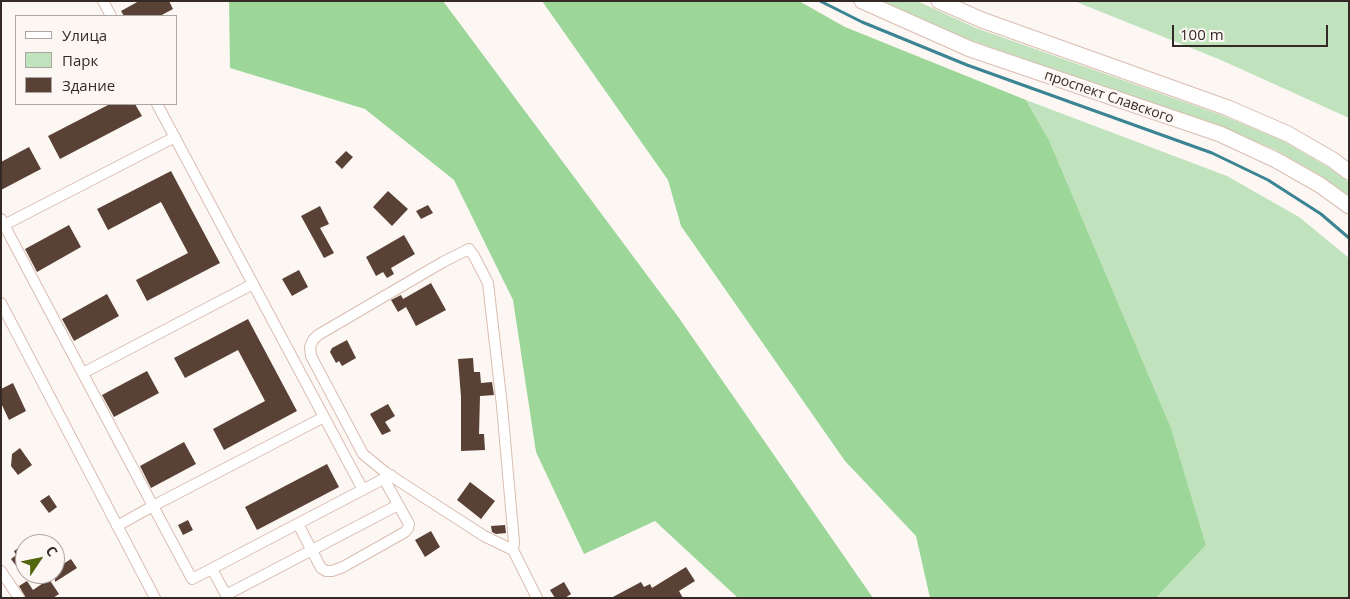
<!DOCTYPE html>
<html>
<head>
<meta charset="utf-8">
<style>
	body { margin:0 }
	#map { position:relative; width:1350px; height:599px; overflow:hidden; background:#fdf7f4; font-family:"Open Sans",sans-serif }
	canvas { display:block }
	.frame { position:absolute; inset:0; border:2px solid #342924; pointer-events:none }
	.legend { position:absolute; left:15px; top:15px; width:162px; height:90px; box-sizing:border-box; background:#fdf7f4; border:1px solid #ada5a1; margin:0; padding:6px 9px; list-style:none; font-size:15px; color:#342924 }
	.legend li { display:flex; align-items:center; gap:10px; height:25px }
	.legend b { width:25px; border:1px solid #ada5a1 }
	.north { position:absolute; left:15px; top:534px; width:50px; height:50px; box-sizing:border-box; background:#fdf7f4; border:1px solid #ada5a1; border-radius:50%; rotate:56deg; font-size:14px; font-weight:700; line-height:20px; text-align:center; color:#342924 }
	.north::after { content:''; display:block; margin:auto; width:18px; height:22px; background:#52650f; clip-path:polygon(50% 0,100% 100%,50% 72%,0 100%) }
	.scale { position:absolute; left:1172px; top:25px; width:156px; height:22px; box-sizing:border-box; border:2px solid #342924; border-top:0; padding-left:6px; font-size:15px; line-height:18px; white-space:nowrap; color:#342924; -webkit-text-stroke:4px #fdf7f4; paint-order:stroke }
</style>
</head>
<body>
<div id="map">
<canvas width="1350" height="599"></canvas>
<div class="frame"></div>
<ul class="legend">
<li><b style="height:6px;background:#fff"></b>Улица</li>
<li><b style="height:14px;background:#c0e2bd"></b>Парк</li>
<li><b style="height:14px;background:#594135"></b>Здание</li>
</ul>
<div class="north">С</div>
<div class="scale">100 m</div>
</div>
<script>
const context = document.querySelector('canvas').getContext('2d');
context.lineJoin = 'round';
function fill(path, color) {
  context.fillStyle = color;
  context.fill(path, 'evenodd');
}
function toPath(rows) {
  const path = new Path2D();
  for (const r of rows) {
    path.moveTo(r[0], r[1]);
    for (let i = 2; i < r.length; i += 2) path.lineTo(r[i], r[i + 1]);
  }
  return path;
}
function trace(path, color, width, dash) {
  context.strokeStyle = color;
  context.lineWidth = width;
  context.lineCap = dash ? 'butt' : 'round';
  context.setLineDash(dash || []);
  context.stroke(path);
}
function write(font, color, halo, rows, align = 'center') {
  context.font = font + ' "Open Sans",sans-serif';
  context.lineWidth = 5;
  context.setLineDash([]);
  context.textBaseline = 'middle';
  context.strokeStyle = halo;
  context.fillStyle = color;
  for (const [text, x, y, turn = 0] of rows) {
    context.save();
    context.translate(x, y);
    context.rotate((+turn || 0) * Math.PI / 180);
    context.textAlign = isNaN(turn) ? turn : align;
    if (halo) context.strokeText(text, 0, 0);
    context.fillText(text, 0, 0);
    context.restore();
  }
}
fill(toPath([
	[881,1,917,1,976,28,1224,116,1283,141,1328,167,1349,182,1349,196,1321,176,1276,150,1218,126,967,39],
	[1074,1,1349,1,1349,118,1221,60],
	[1026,100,1227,176,1299,217,1349,258,1349,598,1156,598,1206,545,1171,428,1049,140]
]), '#c0e2bd');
fill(toPath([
	[229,1,443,1,679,318,873,598,738,598,655,521,584,554,536,452,513,300,454,180,365,109,230,68],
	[542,1,799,1,845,27,1026,100,1049,140,1171,428,1206,545,1156,598,930,598,916,536,845,461,681,226,668,180]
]), '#9cd698');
trace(toPath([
	[820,1,862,22,967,65,1212,153,1268,180,1321,214,1349,238]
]), '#3a8493', 3);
fill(toPath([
	[139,1,169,1,173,9,160,16,124,16,121,11],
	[110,104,135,104,142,116,60,159,48,136],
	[29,147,41,169,1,190,1,162],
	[346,151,353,157,342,169,335,162],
	[171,171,220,263,147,301,136,280,188,253,161,202,108,230,97,209],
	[388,191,408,209,392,226,373,207],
	[428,205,433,213,421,219,416,211],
	[320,206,329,224,320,228,334,253,324,258,301,216],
	[69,225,81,247,37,272,25,249],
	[404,235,415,254,391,268,394,274,387,278,383,272,376,276,366,257],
	[299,270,308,287,292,296,282,279],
	[431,283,446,310,416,326,406,307,398,312,391,300,401,295,403,299],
	[107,294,119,316,74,341,62,319],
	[248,319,297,411,224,450,213,429,265,401,238,350,185,378,174,358],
	[347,340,356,358,342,366,339,361,336,363,330,352,332,348],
	[473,358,474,372,480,372,481,383,492,382,494,395,480,396,479,434,484,434,485,450,461,451,461,397,458,359],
	[147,371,159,393,114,417,102,395],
	[13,383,26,411,9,420,1,403,1,389],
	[388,404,395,416,385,422,391,431,382,435,370,414],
	[184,442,196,464,151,488,140,466],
	[20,448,32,465,18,475,11,466,12,454],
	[327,464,339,487,257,530,245,507],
	[470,482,495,501,481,519,457,500],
	[49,495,57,507,49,513,40,501],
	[188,520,193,530,183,535,178,525],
	[505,525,506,533,496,534,492,532,491,526],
	[431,531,440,547,425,557,415,540],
	[25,544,25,569,22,564,17,567,11,559,16,555,14,551],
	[71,559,77,568,55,582,55,569],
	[686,567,695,581,679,591,683,598,611,598,641,582,644,587,650,584,652,588],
	[49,579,59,594,53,598,26,598,19,586,27,581,33,590],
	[564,582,571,594,565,598,555,598,550,590]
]), '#594135');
const street = toPath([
	[103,1,111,16],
	[157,104,363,490],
	[1,219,153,506,192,579,391,475],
	[4,225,175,137],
	[469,249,474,256,488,283,502,406,514,542,513,550,484,536,385,472,363,454,311,356,310,347,313,340,318,335,443,262,469,249],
	[1,303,155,598],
	[83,373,253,284],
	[298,524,321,568,326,571,332,571,343,567,405,532,408,528,409,524,384,479],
	[117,526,153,506,324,417],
	[513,550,537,598],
	[212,569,226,595,398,505],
	[1,571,19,598]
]);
const secondary = toPath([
	[862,1,970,49,1220,134,1276,160,1320,185,1349,206],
	[939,1,982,20,1228,108,1288,134,1333,160,1349,172]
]);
trace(street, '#dabdaf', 12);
trace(secondary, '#dabdaf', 17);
trace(street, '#fff', 10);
trace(secondary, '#fff', 15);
write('14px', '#342924', '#fdf7f4', [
	["проспект Славского",1109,97,19]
]);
</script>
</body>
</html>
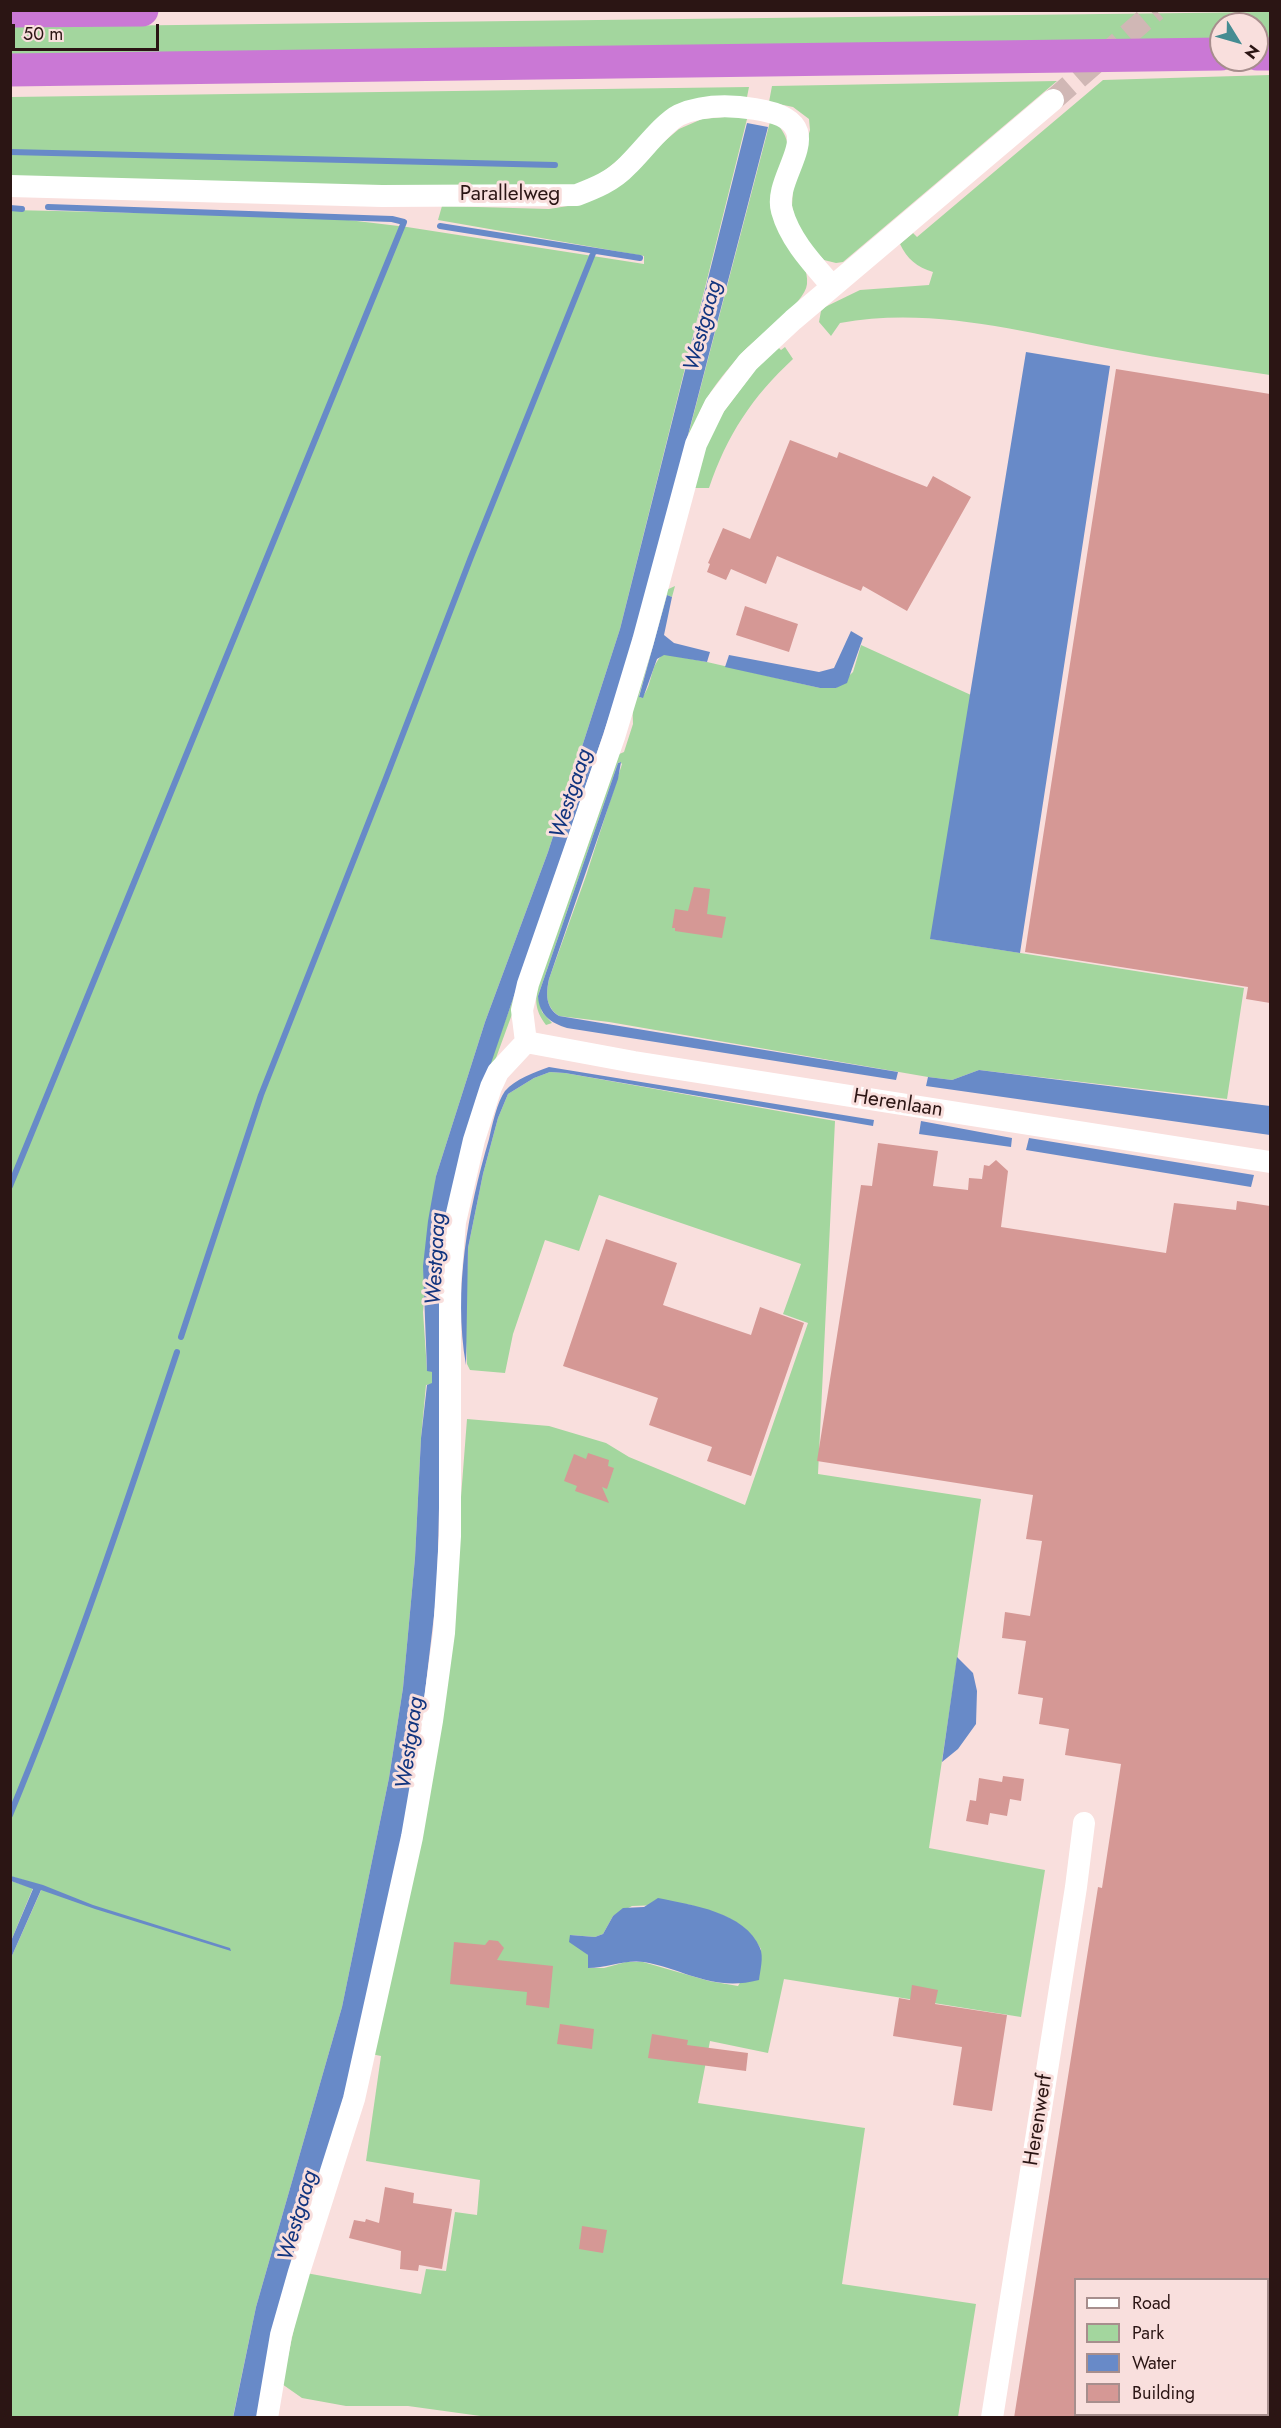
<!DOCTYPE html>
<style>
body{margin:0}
#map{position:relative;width:1281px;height:2428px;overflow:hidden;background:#f9dfdd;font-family:Jost,sans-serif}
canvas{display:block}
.frame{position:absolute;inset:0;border:12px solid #2b1514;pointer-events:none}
.legend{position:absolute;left:1074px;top:2278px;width:195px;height:138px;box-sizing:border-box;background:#f9dfdd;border:2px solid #a78e8d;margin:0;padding:8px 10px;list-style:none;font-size:18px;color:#2b1514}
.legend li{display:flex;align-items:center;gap:12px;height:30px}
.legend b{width:30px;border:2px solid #a78e8d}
.north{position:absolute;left:1209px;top:12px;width:60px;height:60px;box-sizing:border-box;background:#f9dfdd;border:2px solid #a78e8d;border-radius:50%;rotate:127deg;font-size:16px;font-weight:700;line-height:24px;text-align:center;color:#2b1514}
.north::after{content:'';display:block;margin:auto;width:21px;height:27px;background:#458c92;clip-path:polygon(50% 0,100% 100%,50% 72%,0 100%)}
.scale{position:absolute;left:12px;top:24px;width:147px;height:27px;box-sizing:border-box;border:3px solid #2b1514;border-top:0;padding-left:8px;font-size:18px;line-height:21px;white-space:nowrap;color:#2b1514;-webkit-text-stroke:4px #f9dfdd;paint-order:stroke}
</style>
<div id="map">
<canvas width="1281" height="2428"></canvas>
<div class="frame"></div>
<ul class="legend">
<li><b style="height:8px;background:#fff"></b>Road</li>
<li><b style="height:16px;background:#a3d69e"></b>Park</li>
<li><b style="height:16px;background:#688ac8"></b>Water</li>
<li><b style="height:16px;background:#d59895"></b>Building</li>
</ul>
<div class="north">N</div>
<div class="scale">50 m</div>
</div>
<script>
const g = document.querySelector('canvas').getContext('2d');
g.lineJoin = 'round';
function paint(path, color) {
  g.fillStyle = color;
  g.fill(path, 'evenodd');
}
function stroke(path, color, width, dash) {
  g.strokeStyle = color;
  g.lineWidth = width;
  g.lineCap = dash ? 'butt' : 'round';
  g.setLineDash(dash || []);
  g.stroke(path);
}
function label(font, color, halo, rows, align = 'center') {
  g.font = font + ' Jost,sans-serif';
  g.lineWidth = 6;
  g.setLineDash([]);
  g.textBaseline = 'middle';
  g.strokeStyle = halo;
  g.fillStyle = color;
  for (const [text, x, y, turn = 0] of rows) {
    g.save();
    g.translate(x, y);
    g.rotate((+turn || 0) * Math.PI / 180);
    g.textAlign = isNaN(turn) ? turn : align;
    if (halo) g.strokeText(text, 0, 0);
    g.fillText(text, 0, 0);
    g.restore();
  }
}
paint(new Path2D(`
 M1270,12V46H1257V24H1221V46L11,58L10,27Z
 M1270,75V375C1218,367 1164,359 1112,349C1023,332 931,306 840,323L831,336L819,322L821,311L825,307L860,290L929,285L933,272C917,267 907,259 900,244L913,233L917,237L1103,80Z
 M1057,81L843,262L836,263L824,260L798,232L792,206L793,189L810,130L809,119L793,107L769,102L772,86Z
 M749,87L746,102L692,101L594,179L557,191L11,178V97Z
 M748,115L620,629L548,852L485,1022L436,1176L423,1312L427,1370L432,1372V1384L426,1385L421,1438L415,1558L403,1688L389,1778L342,2007L256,2307L233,2417L11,2418V1958L43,1886L10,1876L11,210L323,217L407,227L644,264V256L438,220L442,206L549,209L574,205L659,146L679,129L702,119Z
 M771,118C810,153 768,173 773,211C776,238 810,256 807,284C805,304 758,336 743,352C725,372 706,394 697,419C677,469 669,525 656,577C642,629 626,682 609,733C580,824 548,914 516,1003C491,1073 462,1144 451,1218C443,1269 446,1322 446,1374H442L441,1297L443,1244L452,1187L485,1077L563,860L622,679L649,585Z
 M778,347L781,350L785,347L793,359C752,397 727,435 709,488H689L716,422L755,370Z
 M675,586L672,597L667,595L639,696L641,698C653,688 649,664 664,654L707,662L820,688H836L853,672L861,645L971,695L931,939L1244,988L1227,1099L979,1070L952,1080L928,1077L609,1022L559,1016C545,1006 546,994 549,979L586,876L622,764L620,762L618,763L538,996L542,1012L552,1023L546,1025C534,1009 535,999 539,981L617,755L624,752L633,724L632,695L662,592Z
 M550,1072L565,1073L835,1121L818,1474L981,1499L929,1848L1045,1870L1021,2017L784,1979L768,2053L710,2041L698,2103L865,2128L842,2284L976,2304L958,2417L495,2418L408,2406H346L302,2398L282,2384L306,2273L421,2294L426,2269L446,2271L455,2212L477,2215L480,2180L366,2161L381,2056L371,2054L449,1653L467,1419L549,1426L606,1443L629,1457L745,1505L808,1323L783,1314L801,1264L599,1195L579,1251L545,1240L513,1334L505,1373L470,1370L467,1364L465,1319L468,1248L483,1174L498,1118L508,1094L534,1078ZM687,1904C723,1916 739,1915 761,1949L738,1986L709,1981L643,1962H626L604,1968H589L588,1955L570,1935L595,1937L603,1934L613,1916L632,1906Z
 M11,1881L33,1888L11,1941Z`), '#a3d69e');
paint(new Path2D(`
 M747,123L768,127L649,585L622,679L470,1125L439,1508L437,1590L415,1777L374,1984L257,2417L233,2418L256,2307L342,2007L389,1778L403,1688L415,1558L421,1438L427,1385L432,1383V1372L427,1371L423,1266L428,1221L436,1176L485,1022L548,852L620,629Z
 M1026,352L1110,366L1020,953L930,939Z
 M667,595L672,597L664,635L674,643L710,652L707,662L664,655L657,659L643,698L639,697Z
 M851,631L863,638L847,683L836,688H820L725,667L729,655L819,672L834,668Z
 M621,762L618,779L549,979C546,993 545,1007 559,1016L898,1072L896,1080L567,1028C551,1023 539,1015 538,996L618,763Z
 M549,1067L874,1120L873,1126L565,1073L550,1072L534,1078L508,1094L498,1118L483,1174L468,1248L466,1365C453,1289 468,1211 489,1139C492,1126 497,1102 505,1091C515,1079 535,1072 549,1067Z
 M979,1070L1270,1106V1135L926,1086L928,1077L952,1080Z
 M921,1121L1012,1138L1011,1147L919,1134Z
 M1029,1138L1254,1175L1251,1187L1026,1150Z
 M957,1657L973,1673L977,1691L976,1724L958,1749L942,1762Z
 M11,1876L43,1885L93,1905L230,1948L231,1951L95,1909L41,1890L11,1958V1941L33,1889L11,1881Z
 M658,1898C692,1905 745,1912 760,1948C764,1957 760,1971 759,1980C713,1992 687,1970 644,1962C626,1959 607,1968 588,1968V1955L569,1942L570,1935L595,1937L603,1934L613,1916L623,1908L644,1907Z`), '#688ac8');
stroke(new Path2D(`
 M10,152L555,165
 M10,208L22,209
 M440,226L640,258
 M10,1186L404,222L392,219L48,207
 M181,1337L261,1095L386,778L471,557L594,251
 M10,1815C73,1663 125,1508 177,1352`), '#688ac8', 6);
paint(new Path2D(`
 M1116,369L1270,394V1003L1246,999L1248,987L1025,952Z
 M790,440L837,458L839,452L927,487L933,476L971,497L907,611L863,586L861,591L777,556L766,584L731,569L726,580L707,572L710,564L708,563L723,528L750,539Z
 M745,606L798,624L789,652L736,635Z
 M694,887L710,889L707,914L726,917L722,938L675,931V928H672L675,909L688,911Z
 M878,1143L938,1151L933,1186L968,1190L969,1178L982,1179L984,1165L989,1166L996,1160L1008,1171L1001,1227L1166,1253L1174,1203L1236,1210L1237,1201L1270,1206V2280H1076V2418H1014L1098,1887L1102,1888L1121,1764L1065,1755L1069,1729L1039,1724L1043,1698L1018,1694L1026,1641L1002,1638L1005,1612L1030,1616L1042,1541L1026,1539L1033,1495L817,1461L861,1185L872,1186Z
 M606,1239L677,1263L663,1305L751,1335L760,1307L804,1323L751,1476L707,1461L712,1447L649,1425L658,1398L563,1366Z
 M588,1453L609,1460L608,1466L614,1468L607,1489L602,1487L609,1503L575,1491L577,1486L564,1481L574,1454L586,1459Z
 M1003,1776L1024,1779L1021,1801L1010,1799L1007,1816L990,1813L988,1825L966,1821L970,1800L976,1801L979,1778L1002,1782Z
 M489,1940L498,1941L504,1948L497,1960L553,1966L549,2008L526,2005L527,1992L450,1984L454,1942L485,1945Z
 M912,1985L938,1990L935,2004L1007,2015L992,2111L953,2105L962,2047L893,2036L899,1998L910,2000Z
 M560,2024L594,2029L592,2049L557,2044Z
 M652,2034L688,2040L687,2045L748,2053L746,2071L648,2058Z
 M385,2187L414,2193L413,2203L452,2209L442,2269L419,2265L418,2271L400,2269L401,2251L349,2238L354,2220L365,2222L366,2219L379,2223Z
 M582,2226L607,2230L603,2253L579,2249Z`), '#d59895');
stroke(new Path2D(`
 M1053,100L1156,10`), '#d0b7b5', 22, [22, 11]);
stroke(new Path2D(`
 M10,186L382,196L577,195C595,188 613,181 627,166C641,153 663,123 679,115C702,105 731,105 755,109C840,122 771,173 782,211C790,240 812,263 832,286
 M526,1042L522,1010L528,984L614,737L643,641L696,444L715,405L748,362L793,320L1053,100
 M526,1042L634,1062L1270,1162
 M267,2418L281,2335L299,2272L354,2099L412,1837L432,1721L444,1633L450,1536V1283L455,1222L474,1140L491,1087L498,1072L526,1042
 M992,2418L1076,1887L1084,1823`), '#fff', 22);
stroke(new Path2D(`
 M10,11L142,10
 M1257,54H1270
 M10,70L1221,54`), '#ca78d5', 33);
label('21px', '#2b1514', '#f9dfdd', [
 ["Parallelweg",510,195],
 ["Herenlaan",898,1104,9],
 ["Herenwerf",1039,2120,-81]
]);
label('italic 22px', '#12357f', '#f9dfdd', [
 ["Westgaag",704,326,-75],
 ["Westgaag",572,794,-72],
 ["Westgaag",437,1259,-87],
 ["Westgaag",411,1743,-82],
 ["Westgaag",299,2216,-74]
]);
</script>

**Problem statement**
Could you return the lines in the entries above that contain "strokeStyle"?

**Answer to the exercise**
  context.strokeStyle = color;
  context.strokeStyle = halo;
  g.strokeStyle = color;
  g.strokeStyle = halo;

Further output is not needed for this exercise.